À LA UNE DU 11 AVR 2026

Carcassonne : le maire RN, Christophe Barthès, confronté à un recours juridique contre son arrêté anti-mendicité par la Ligue des droits de l’Homme. Une décision contestée saura-t-elle résister à l’examen du tribunal administratif ?

Par - 3 Avr 2026, 13:46

L’adoption d’un arrêté anti-mendicité à Carcassonne suscite de vives réactions et une contestation judiciaire. En effet, quelques jours après la prise de fonction de Christophe Barthès, le nouveau maire Rassemblement national, cet arrêté a été mis en place pour encadrer la mendicité dans le centre-ville et la cité médiévale.

À Carcassonne, un arrêté anti-mendicité contesté par la Ligue des Droits de l’Homme

Le 30 mars 2026, Christophe Barthès a publié un nouvel arrêté municipal remplaçant celui de 2023, qui se concentrait sur les rassemblements et la consommation d’alcool dans l’espace public. Dans une vidéo marquante, le maire a affirmé que son objectif était de réglementer certaines formes de mendicité qui, selon lui, perturbent l’ordre public. Toutefois, cette mesure ne fait pas l’unanimité et a été rapidement contestée.

La Ligue des Droits de l’Homme (LDH) a annoncé, le 3 avril, avoir saisi le tribunal administratif de Montpellier pour demander l’annulation de cet arrêté, accompagné d’une demande de référé-suspension. Ce recours fait état d’une mesure jugée « disproportionnée » tant par son périmètre que par ses horaires d’application, ce qui soulève des questions importantes sur la gestion de l’espace public à Carcassonne.

Des mesures jugées excessives par la LDH

L’arrêté en question stipule que la mendicité est interdite dans diverses situations, notamment lorsque les demandeurs de l’aide adoptent des comportements jugés agressifs ou entravent la circulation. Les lieux concernés incluent une grande portion du centre-ville, la cité médiévale ainsi que les abords de la gare. La réglementation est effective du lundi au samedi, sur une large plage horaire, notamment durant les jours de marché et les jours fériés, ce qui est contesté par la LDH. D’après l’association, ces conditions sont trop floues et créent un climat d’insécurité pour les personnes en situation de précarité.

Un des arguments avancés par la LDH repose sur le fait que Carcassonne, en tant que chef-lieu de département, renvoie la responsabilité de telles mesures au préfet et non au maire. En limitant l’espace de vie des plus vulnérables, cette politique risque de persister dans l’exclusion sociale, selon l’association. Elle souligne également l’absence de preuves tangibles justifiant un trouble à l’ordre public pour soutenir la mise en place de cet arrêté.

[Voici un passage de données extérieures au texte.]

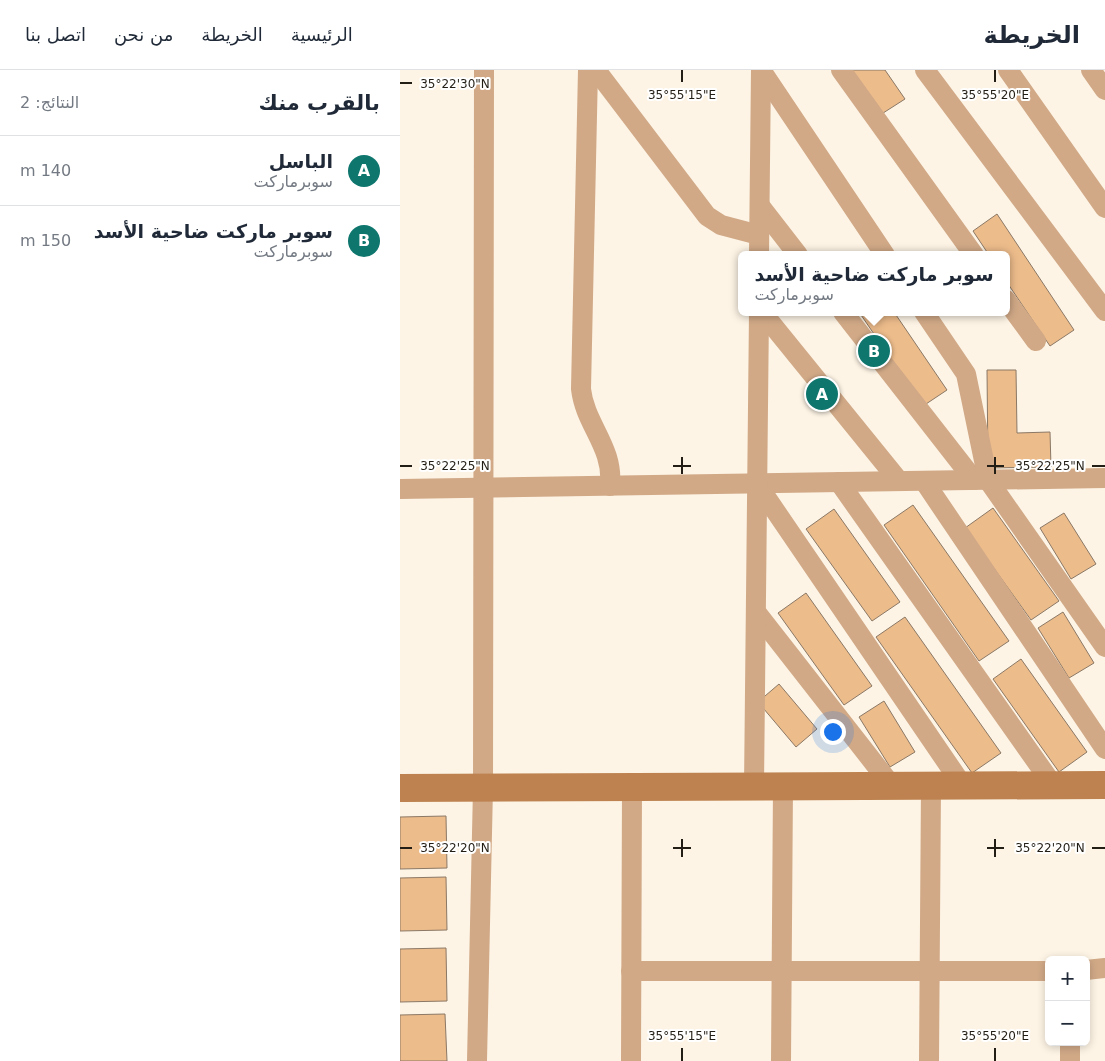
<!DOCTYPE html>
<html lang="ar">
<head>
<meta charset="utf-8">
<style>
	body { margin:0; font-family:"DejaVu Sans","Noto Sans Arabic",sans-serif; background:#f2f2f3; color:#1f2937; direction:rtl }
	.controls { position:absolute; right:15px; bottom:15px; display:grid; overflow:hidden; border-radius:8px; box-shadow:0 2px 8px #0003 }
	.controls button { width:45px; height:45px; display:grid; place-items:center; padding:0; border:0; border-bottom:1px solid #e0e1e3; background:#fff; color:#1f2937; font:25px sans-serif }
	.you { position:absolute; left:432px; top:661px; width:18px; height:18px; margin:-12px; border:4px solid #fff; border-radius:50%; background:#1a73e8; box-shadow:0 0 0 8px #1a73e833 }
	.badge { display:grid; place-items:center; width:32px; height:32px; border-radius:50%; background:#0f766e; color:#fff; font-size:16px; font-weight:700 }
	.pin { position:absolute; translate:-50% -50%; border:2px solid #fff; box-shadow:0 1px 5px #0006 }
	.popup { position:absolute; left:338px; top:181px; width:272px; height:65px; box-sizing:border-box; display:grid; place-content:center; border-radius:8px; background:#fff; filter:drop-shadow(0 1px 4px #0005); font-size:16px; white-space:nowrap; color:#747a83 }
	.popup b { font-size:19px; color:#1f2937 }
	.popup::after { content:''; position:absolute; left:50%; top:100%; margin-left:-10px; border:10px solid transparent; border-top-color:#fff }
	.list { margin:0; padding:0; list-style:none }
	h2 { display:flex; justify-content:space-between; align-items:center; height:65px; margin:0; padding:0 20px; font-size:21px }
	h2 small { font-size:16px; font-weight:400; color:#747a83 }
	.list li { display:grid; grid-template-columns:32px 1fr auto; gap:15px; align-items:center; box-sizing:border-box; height:70px; padding:0 20px; border-top:1px solid #e0e1e3 }
	.list b { display:block; font-size:19px; white-space:nowrap }
	.list p { margin:0; font-size:16px; white-space:nowrap; color:#747a83 }
	.list em { font-size:16px; font-style:normal; color:#747a83 }
	.map { position:relative; flex:none; width:705px; height:991px; overflow:hidden; direction:ltr }
	header { display:flex; align-items:center; gap:30px; box-sizing:border-box; height:70px; padding:0 25px; background:#fff; border-bottom:1px solid #e0e1e3 }
	header strong { font-size:24px }
	nav { display:flex; gap:28px; margin-inline-start:auto; font-size:18px }
	main { display:flex }
	aside { flex:1; background:#fff }
	.map>svg:first-child { display:block }
	.building { fill:#edbc8b; stroke:#8b7865 }
	.lines { fill:none; stroke-linecap:round; stroke-linejoin:round }
	.minor { stroke:#d1a987; stroke-width:20 }
	.secondary { stroke:#bd824f; stroke-width:28 }
	.ticks { fill:none; stroke:#231e15; stroke-width:2 }
	.ticks-label { font-size:12px; text-anchor:middle; fill:#231e15; stroke:#fff; stroke-width:4; stroke-linejoin:round; paint-order:stroke }
</style>
</head>
<body>
<header>
<strong>الخريطة</strong>
<nav><a>الرئيسية</a><a>الخريطة</a><a>من نحن</a><a>اتصل بنا</a></nav>
</header>
<main>
<div class="map">
<svg width="705" height="991" viewBox="0 0 705 991">
	<rect width="100%" height="100%" fill="#fdf4e5"/>
	<g class="building">
		<polygon points="450,0 485,0 505,29 480,45"/>
		<polygon points="597,144 674,260 650,276 606,211 606,185 589,185 573,161"/>
		<polygon points="459,242 494,242 547,320 523,336"/>
		<polygon points="587,300 616,300 617,363 650,362 651,397 588,398"/>
		<polygon points="513,435 609,571 579,591 484,455"/>
		<polygon points="593,438 659,531 631,550 565,458"/>
		<polygon points="434,439 500,532 472,551 406,459"/>
		<polygon points="664,443 696,494 671,509 640,458"/>
		<polygon points="406,523 472,616 444,635 378,543"/>
		<polygon points="663,542 694,593 669,608 638,558"/>
		<polygon points="505,547 601,683 572,703 476,567"/>
		<polygon points="621,589 687,682 659,702 593,609"/>
		<polygon points="379,614 417,659 396,677 358,632"/>
		<polygon points="484,631 515,682 490,697 459,647"/>
		<polygon points="46,746 47,798 0,799 0,747"/>
		<polygon points="46,807 47,860 0,861 0,808"/>
		<polygon points="46,878 47,931 0,932 0,879"/>
		<polygon points="45,944 47,991 0,991 0,945"/>
	</g>
	<g class="lines">
		<g class="minor">
			<path d="M188 0 181 319C185 355 214 377 210 416"/>
			<polyline points="196,0 307,146 321,155 359,165"/>
			<polyline points="361,0 485,185"/>
			<polyline points="441,0 574,185"/>
			<polyline points="525,0 705,241"/>
			<polyline points="608,0 705,138"/>
			<polyline points="691,0 705,20"/>
			<polyline points="360,136 398,185"/>
			<polyline points="359,185 361,0"/>
			<polyline points="606,230 636,271"/>
			<polyline points="362,242 499,411"/>
			<polyline points="443,242 574,410"/>
			<polyline points="524,242 566,304 588,410 705,577"/>
			<polyline points="524,411 705,679"/>
			<polyline points="439,412 653,715"/>
			<polyline points="357,414 563,716"/>
			<polyline points="0,419 705,408"/>
			<polyline points="356,542 492,716"/>
			<polyline points="354,716 359,242"/>
			<polyline points="686,900 705,898"/>
			<polyline points="231,901 649,901"/>
			<polyline points="77,991 83,718 84,0"/>
			<polyline points="231,991 232,717"/>
			<polyline points="381,991 383,716"/>
			<polyline points="529,991 531,716"/>
			<polyline points="670,991 670,972"/>
		</g>
		<polyline class="secondary" points="0,718 705,715"/>
	</g>
	<path class="ticks" d="M282 0V12M595 0V12M0 13H12M282 387V404M595 387V404M0 396H12M273 396H291M587 396H604M692 396H705M282 769V787M595 769V787M0 778H12M273 778H291M587 778H604M692 778H705M282 978V991M595 978V991"/>
	<g class="ticks-label">
		<text x="55" y="18">35°22'30"N</text>
		<text x="282" y="29">35°55'15"E</text>
		<text x="595" y="29">35°55'20"E</text>
		<text x="55" y="400">35°22'25"N</text>
		<text x="650" y="400">35°22'25"N</text>
		<text x="55" y="782">35°22'20"N</text>
		<text x="650" y="782">35°22'20"N</text>
		<text x="282" y="970">35°55'15"E</text>
		<text x="595" y="970">35°55'20"E</text>
	</g>
</svg>
<div class="controls">
<button>+</button>
<button>−</button>
</div>
<div class="you"></div>
<div class="pin badge" style="left:422px;top:324px">A</div>
<div class="pin badge" style="left:474px;top:281px">B</div>
<div class="popup"><b>سوبر ماركت ضاحية الأسد</b>سوبرماركت</div>
</div>
<aside>
<h2>بالقرب منك<small>النتائج: 2</small></h2>
<ul class="list">
<li><span class="badge">A</span><div><b>الباسل</b><p>سوبرماركت</p></div><em>140 m</em></li>
<li><span class="badge">B</span><div><b>سوبر ماركت ضاحية الأسد</b><p>سوبرماركت</p></div><em>150 m</em></li>
</ul>
</aside>
</main>
</body>
</html>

Un jugement imminent : quelles conséquences pour Carcassonne ?

La procédure engagée par la LDH a trois volets : le référé-suspension, qui doit permettre une décision rapide, et un recours en annulation qui se fera sur le long terme. Une décision sur la suspension de l’arrêté devrait tomber dans les quinze jours suivant la saisine. Pour ce faire, le tribunal devra apprécier l’urgence et le doute sérieux quant à la légalité de cette décision.

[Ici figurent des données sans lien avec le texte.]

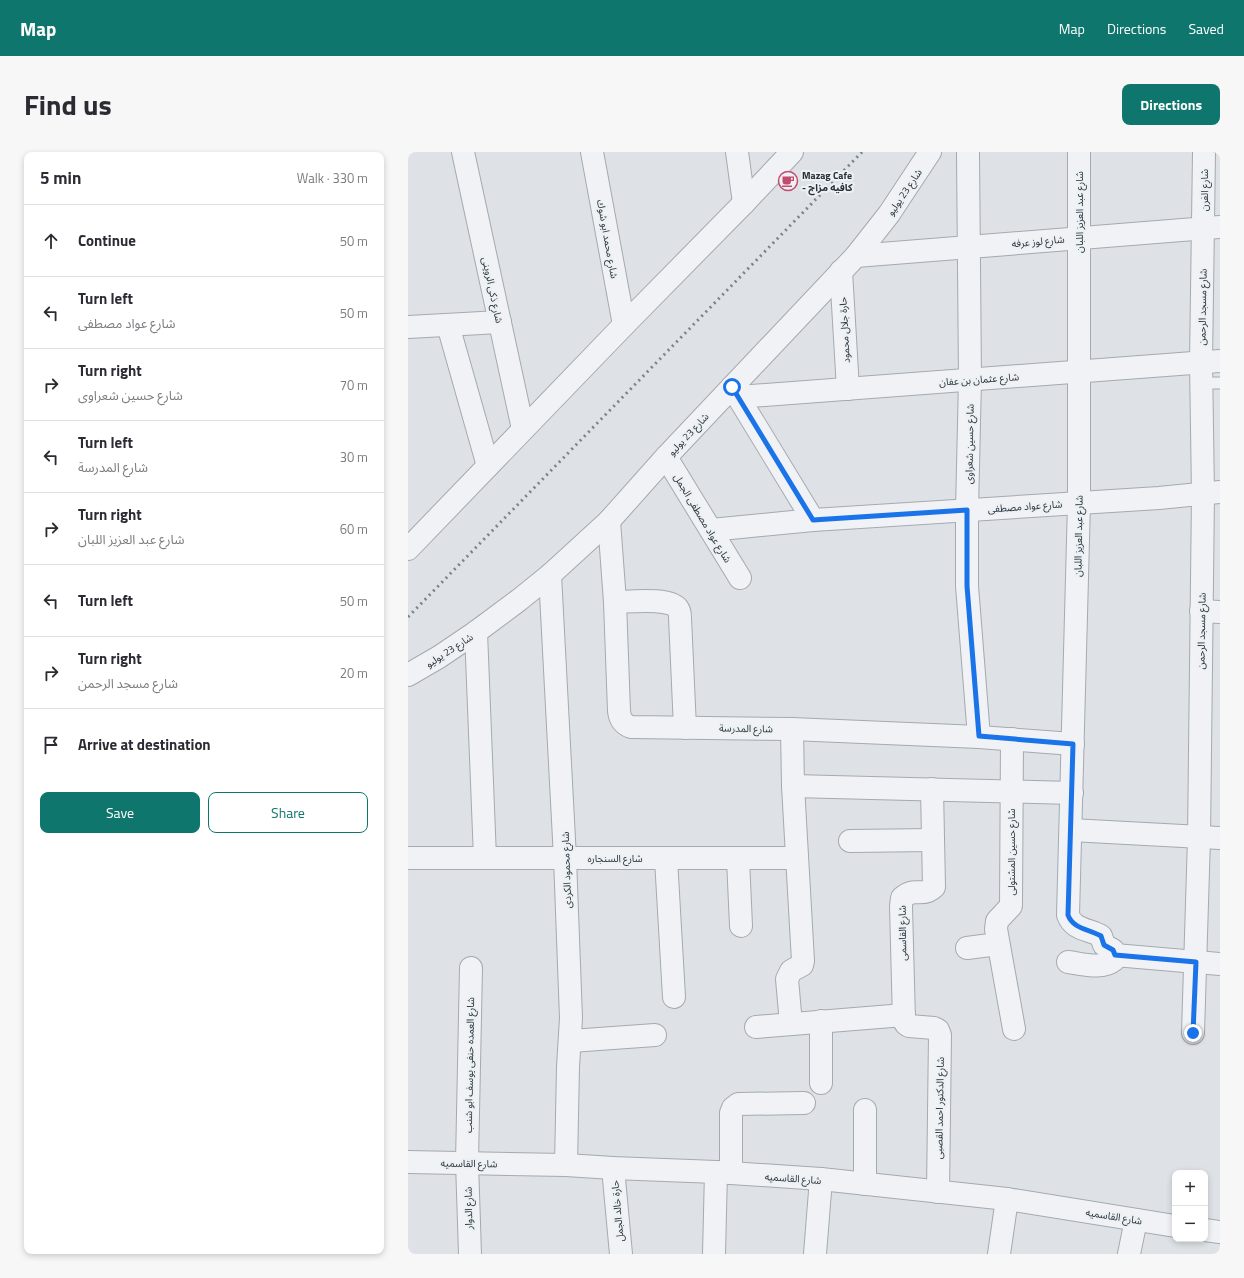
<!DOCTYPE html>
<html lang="en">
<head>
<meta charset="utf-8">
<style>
	:root { --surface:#fff; --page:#f7f7f7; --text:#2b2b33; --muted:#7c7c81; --line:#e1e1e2; --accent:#0f766e }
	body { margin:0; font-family:"Titillium Web","Noto Sans Arabic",sans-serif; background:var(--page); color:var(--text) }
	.controls { position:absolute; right:12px; bottom:12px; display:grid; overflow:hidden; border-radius:8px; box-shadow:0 2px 6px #0003 }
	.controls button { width:36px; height:36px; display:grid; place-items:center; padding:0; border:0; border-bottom:1px solid var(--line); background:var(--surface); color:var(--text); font:20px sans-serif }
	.stop { position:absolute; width:12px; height:12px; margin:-9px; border:3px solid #1a73e8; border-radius:50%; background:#fff }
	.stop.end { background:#1a73e8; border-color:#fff; box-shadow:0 1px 4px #0008 }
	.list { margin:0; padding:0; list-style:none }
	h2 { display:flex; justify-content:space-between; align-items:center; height:52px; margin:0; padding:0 16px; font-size:17px }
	h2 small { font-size:13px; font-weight:400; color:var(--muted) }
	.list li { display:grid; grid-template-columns:26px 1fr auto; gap:12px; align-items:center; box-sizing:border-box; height:72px; padding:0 16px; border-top:1px solid var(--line) }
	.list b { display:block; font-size:15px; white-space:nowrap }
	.list p { margin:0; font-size:13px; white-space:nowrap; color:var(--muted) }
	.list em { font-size:13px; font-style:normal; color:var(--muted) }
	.actions { display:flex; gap:8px; padding:12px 16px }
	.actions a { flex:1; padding:9px 0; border:1px solid var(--accent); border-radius:8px; text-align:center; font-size:14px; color:var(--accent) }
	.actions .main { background:var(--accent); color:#fff }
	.icon { flex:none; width:22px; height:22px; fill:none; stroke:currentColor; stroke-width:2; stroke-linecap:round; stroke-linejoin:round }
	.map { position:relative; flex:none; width:812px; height:1102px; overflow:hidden; border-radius:8px }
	header { display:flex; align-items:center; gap:24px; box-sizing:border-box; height:56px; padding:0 20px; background:var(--accent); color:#fff }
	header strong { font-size:19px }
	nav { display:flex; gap:22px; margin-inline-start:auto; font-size:14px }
	.intro { display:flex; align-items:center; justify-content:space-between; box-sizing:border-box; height:96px; padding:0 24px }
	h1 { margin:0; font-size:28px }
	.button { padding:10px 18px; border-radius:8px; background:var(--accent); color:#fff; font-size:14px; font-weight:700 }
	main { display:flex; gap:24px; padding:0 24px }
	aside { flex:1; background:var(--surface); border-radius:8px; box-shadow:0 2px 6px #0003 }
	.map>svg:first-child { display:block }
</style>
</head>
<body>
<header>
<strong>Map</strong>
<nav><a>Map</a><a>Directions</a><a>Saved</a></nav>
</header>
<div class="intro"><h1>Find us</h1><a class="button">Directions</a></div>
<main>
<aside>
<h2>5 min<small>Walk · 330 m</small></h2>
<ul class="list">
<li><svg class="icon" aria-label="ahead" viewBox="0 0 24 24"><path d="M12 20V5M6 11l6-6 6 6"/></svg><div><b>Continue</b></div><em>50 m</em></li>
<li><svg class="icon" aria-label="left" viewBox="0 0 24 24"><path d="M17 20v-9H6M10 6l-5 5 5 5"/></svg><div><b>Turn left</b><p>شارع عواد مصطفى</p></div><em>50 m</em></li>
<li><svg class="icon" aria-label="right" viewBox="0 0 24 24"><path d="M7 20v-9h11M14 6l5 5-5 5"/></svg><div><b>Turn right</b><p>شارع حسين شعراوى</p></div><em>70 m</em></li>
<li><svg class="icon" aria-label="left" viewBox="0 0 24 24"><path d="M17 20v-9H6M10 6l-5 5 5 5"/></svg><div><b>Turn left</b><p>شارع المدرسة</p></div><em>30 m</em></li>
<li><svg class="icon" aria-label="right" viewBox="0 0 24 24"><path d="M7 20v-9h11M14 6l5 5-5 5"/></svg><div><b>Turn right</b><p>شارع عبد العزيز اللبان</p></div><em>60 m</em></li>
<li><svg class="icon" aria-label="left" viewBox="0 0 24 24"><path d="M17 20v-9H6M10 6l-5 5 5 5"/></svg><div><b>Turn left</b></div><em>50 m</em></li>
<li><svg class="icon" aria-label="right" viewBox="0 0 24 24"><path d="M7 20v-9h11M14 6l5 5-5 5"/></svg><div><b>Turn right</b><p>شارع مسجد الرحمن</p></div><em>20 m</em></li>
<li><svg class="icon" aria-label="arrive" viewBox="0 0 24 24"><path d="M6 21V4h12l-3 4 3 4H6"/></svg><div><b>Arrive at destination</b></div></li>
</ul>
<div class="actions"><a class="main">Save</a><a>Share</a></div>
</aside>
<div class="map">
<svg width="812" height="1102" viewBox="0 0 812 1102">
	<rect width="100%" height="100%" fill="#dee2e6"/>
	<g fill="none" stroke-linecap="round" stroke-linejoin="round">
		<g stroke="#a4aab0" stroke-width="13">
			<path id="service" d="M793,231h19"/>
		</g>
		<g stroke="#a4aab0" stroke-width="24">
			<g id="minor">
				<path d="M55,0l60,277"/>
				<path d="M184,0l32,173"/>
				<path d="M329,0l7,51"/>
				<path d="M560,0l2,228 -3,130v76l12,151"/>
				<path d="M448,104l364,-29"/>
				<path d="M433,119l7,118"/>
				<path d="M40,173l40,141"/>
				<path d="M0,175l92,-5"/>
				<path d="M324,235l81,133"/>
				<path d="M330,245l482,-36"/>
				<path d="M258,305l74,121"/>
				<path d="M201,369l6,81 4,109c1,9 4,13 12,16l161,2 187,8 94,7"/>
				<path d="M303,378l102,-10 346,-22 61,-6"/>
				<path d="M0,397l216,-224 120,-122 48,-51"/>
				<path d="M142,423l15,283 6,160 -3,49 -2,98"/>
				<path d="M207,450c12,0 57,-5 63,7 2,2 2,6 2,9l5,110"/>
				<path d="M793,459l19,1"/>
				<path d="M68,480l9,226"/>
				<path d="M604,587l-1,167 -14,15 -1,8 18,100"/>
				<path d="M385,634l279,7"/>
				<path d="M524,637l2,98c-2,2 -4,3 -6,4 -10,4 -15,-3 -26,7l-1,8 3,115 2,3 3,2 25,2 4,2 2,5 -2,157"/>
				<path d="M663,678l149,8"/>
				<path d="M442,689l83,-1"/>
				<path d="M0,706h389"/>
				<path d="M258,707l8,138"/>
				<path d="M330,707l3,67"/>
				<path d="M559,796l31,-4"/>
				<path d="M707,803l105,9"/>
				<path d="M660,810c15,2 34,8 46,-2l1,-5 -2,-5 -9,-5 -3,-9c-12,-7 -28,-6 -33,-21l11,-412v-351"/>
				<path d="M383,872l-4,-45 4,-8 11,-6 1,-4 -10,-175 -1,-57"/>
				<path d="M348,875l148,-12"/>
				<path d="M785,881l6,-195 4,-344 -2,-132 3,-210"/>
				<path d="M163,889l84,-6"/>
				<path d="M413,931v-62"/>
				<path d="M457,958v74"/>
				<path d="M0,1010l158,3 47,3 103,4 105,7 186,20 168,27"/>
				<path d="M205,1016l8,86"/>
				<path d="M323,1021v-60l2,-5 5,-4 66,-1"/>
				<path d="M797,1078l15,2"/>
				<path d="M62,1102l-3,-92 4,-194"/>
				<path d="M306,1102l2,-82"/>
				<path d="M407,1102l6,-75"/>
				<path d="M591,1102l8,-55"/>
				<path d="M721,1102l7,-34"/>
			</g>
		</g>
		<g stroke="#a4aab0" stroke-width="24">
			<path id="tertiary" d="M0,523l31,-18 37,-25 43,-32 31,-25 59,-54 57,-64 190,-201 33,-42 41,-62"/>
		</g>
		<use href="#service" stroke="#f0f2f5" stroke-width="11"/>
		<use href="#minor" stroke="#f0f2f5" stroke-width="22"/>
		<use href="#tertiary" stroke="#f0f2f5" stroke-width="22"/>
		<path stroke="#79848e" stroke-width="3" stroke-dasharray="2 4" stroke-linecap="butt" d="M0,465l454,-465"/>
	</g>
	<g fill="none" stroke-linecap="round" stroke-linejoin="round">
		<path stroke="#1a73e8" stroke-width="5" d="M324,235l81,133 154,-10v76l12,150 94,8 -5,171c5,14 21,14 33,21l3,9 9,5 2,5 81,7 -3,71"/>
	</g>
	<defs>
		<g id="cafe-ring" transform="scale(1)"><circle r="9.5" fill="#edf1f4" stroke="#c34b6d" stroke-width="1.5"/><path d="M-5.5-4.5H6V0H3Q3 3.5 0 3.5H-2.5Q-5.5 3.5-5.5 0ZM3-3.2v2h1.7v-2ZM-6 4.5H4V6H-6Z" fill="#c34b6d"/></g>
	</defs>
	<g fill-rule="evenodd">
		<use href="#cafe-ring" x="380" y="29"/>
	</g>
	<g text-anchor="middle" stroke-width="4" stroke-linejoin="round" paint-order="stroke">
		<g font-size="10" font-weight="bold" fill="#28323c" stroke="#edf1f4" text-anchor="start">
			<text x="394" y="27">Mazag Cafe<tspan x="394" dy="12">- كافيه مزاج</tspan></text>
		</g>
		<g font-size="10" fill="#28323c" stroke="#edf1f4">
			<text transform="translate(796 38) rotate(-90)" y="4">شارع الفرن</text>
			<text transform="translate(496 40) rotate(-56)" y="4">شارع 23 يوليو</text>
			<text transform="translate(671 60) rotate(-90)" y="4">شارع عبد العزيز اللبان</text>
			<text transform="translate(200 87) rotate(80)" y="4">شارع محمد ابو شوك</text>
			<text transform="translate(630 89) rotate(-5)" y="4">شارع لوز عرفه</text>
			<text transform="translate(85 138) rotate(78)" y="4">شارع ذكى الروينى</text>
			<text transform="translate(794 155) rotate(-89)" y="4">شارع مسجد الرحمن</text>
			<text transform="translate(436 178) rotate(-93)" y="4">حارة جلال محمود</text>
			<text transform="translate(571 227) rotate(-4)" y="4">شارع عثمان بن عفان</text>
			<text transform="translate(280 282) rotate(-47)" y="4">شارع 23 يوليو</text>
			<text transform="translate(561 292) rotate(-89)" y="4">شارع حسين شعراوى</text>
			<text transform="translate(617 354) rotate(-4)" y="4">شارع عواد مصطفى</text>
			<text transform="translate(295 366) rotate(59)" y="4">شارع عواد مصطفى الجمل</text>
			<text transform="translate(670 384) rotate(-89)" y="4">شارع عبد العزيز اللبان</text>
			<text transform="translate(793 479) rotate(-89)" y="4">شارع مسجد الرحمن</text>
			<text transform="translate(41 498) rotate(-33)" y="4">شارع 23 يوليو</text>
			<text transform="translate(338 576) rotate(1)" y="4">شارع المدرسة</text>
			<text transform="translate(603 700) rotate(-90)" y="4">شارع حسين المشتولى</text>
			<text x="207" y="710">شارع السنجاره</text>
			<text transform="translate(158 718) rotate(-92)" y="4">شارع محمود الكردى</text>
			<text transform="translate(494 781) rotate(-91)" y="4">شارع القاسمى</text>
			<text transform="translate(61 913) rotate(-89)" y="4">شارع العمده حنفى يوسف ابو شنب</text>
			<text transform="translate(531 956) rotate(-89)" y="4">شارع الدكتور احمد القصبى</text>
			<text transform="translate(61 1011) rotate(1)" y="4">شارع القاسميه</text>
			<text transform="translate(385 1026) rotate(4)" y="4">شارع القاسميه</text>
			<text transform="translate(60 1056) rotate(-91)" y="4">شارع الدوار</text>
			<text transform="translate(209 1059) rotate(-95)" y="4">حارة خالد الجمل</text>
			<text transform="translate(706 1064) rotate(9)" y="4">شارع القاسميه</text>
		</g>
	</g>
</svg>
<div class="controls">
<button>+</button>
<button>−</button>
</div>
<div class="stop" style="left:324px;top:235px"></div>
<div class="stop end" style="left:785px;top:881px"></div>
</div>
</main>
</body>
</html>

Le climat à Carcassonne pourrait notamment se tendre en fonction des décisions judiciaires à venir. La LDH a également mis en avant des préjugés socio-économiques, estimant que l’arrêté vise essentiellement les personnes vulnérables et contribue à leur éloignement des centres-villes. L’association cite même une décision récente du Comité européen des droits sociaux déconseillant de telles politiques anti-mendicité.

L’évaluation finale de cet arrêté municipal pourrait avoir des conséquences notables sur la gouvernance locale et la prise en compte des enjeux sociaux à Carcassonne. Pour en savoir plus sur cette affaire, vous pouvez consulter certaines analyses détaillées sur le sujet, comme celles présentées par L’Indépendant.

Cette affaire de la mendicité à Carcassonne est un exemple marquant des tensions entre politiques publiques et droits fondamentaux, et pourrait ouvrir un débat plus large sur la gestion des populations précaires dans les espaces urbains.